There were 29.8% (n = 127) unsuccessful tests, of which 78.7% (n = 100) were invalid and 21.3% (n = 27) were error results. Adding cytobrush scraping to oral rinse as a collection procedure did not significantly reduce the proportion of unsuccessful tests (p = 0.9). For successful tests, HPV positivity on Xpert was 0.3% (n = 1/299). Kappa statistic was 0.11, indicating poor agreement between Xpert HPV and traditional PCR results.
Presently, Xpert HPV appears to have limited use for oral HPV detection among PLHIV using oral samples. More research to improve the diagnostic capabilities of Xpert HPV for oral samples among PLHIV is needed.
People living with HIV (PLHIV) have 2-3-fold higher odds of prevalent oral human papillomavirus (HPV) compared to HIV-uninfected individuals . Oncogenic high-risk HPV (hrHPV) types (mostly HPV16, HPV18 and HPV33) , have been isolated in 12–26% of oral samples of PLHIV in previous studies . This puts PLHIV at an increased risk of oropharyngeal squamous cell carcinomas (OPSCCs), including cancers of the base of tongue, lingual and palatine tonsils [1, 2].

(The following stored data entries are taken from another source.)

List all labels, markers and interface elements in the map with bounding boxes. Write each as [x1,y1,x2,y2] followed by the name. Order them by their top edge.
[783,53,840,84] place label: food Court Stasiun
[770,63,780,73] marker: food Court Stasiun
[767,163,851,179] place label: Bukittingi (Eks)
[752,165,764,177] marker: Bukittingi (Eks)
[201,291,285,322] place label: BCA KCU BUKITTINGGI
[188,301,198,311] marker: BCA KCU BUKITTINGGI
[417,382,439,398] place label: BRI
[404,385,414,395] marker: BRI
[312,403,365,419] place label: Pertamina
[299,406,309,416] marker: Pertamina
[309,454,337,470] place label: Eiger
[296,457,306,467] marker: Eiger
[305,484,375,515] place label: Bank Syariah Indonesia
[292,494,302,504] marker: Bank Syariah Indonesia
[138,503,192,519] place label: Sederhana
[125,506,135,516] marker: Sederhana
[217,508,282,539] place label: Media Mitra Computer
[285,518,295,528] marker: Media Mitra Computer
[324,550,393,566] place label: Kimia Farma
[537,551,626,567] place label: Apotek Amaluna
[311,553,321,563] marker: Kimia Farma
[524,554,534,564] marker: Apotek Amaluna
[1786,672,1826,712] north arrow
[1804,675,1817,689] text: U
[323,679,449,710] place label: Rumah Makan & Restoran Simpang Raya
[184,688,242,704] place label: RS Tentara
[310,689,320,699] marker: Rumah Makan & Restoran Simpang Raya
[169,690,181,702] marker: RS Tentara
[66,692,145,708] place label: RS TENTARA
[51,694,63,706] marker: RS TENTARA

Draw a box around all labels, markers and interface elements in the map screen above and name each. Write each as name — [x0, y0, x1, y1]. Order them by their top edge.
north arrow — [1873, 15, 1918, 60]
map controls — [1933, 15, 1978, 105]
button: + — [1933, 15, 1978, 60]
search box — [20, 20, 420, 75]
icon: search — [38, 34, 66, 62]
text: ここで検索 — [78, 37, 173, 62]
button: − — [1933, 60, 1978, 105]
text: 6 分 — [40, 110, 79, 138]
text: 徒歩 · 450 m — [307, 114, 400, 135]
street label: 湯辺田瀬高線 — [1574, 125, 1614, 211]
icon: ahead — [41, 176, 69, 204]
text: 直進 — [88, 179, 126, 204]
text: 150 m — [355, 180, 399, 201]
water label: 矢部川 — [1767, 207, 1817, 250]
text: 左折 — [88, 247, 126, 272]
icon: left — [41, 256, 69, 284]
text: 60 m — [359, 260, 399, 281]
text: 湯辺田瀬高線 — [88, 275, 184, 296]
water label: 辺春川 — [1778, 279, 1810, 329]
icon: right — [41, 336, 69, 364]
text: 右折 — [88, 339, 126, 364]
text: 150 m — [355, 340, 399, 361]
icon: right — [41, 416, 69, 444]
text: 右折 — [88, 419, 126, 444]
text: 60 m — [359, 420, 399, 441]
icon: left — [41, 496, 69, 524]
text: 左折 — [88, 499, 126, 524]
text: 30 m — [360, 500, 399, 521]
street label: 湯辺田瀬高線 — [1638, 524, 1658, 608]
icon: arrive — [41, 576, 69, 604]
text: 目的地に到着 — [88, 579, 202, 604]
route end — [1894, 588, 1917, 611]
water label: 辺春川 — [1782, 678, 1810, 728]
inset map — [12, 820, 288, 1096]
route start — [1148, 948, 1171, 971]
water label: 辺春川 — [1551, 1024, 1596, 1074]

Traditional diagnostic methods for oral HPV rely on polymerase chain reaction (PCR) or in-situ hybridization (ISH) techniques . These techniques require skilled laboratory personnel and several hours to complete . In low-and middle-income countries (LMICs) where the dual burden of HIV and OPSCCs is high [5,6,7], trained personnel are lacking, and health systems congested, the feasibility of these techniques may be limited .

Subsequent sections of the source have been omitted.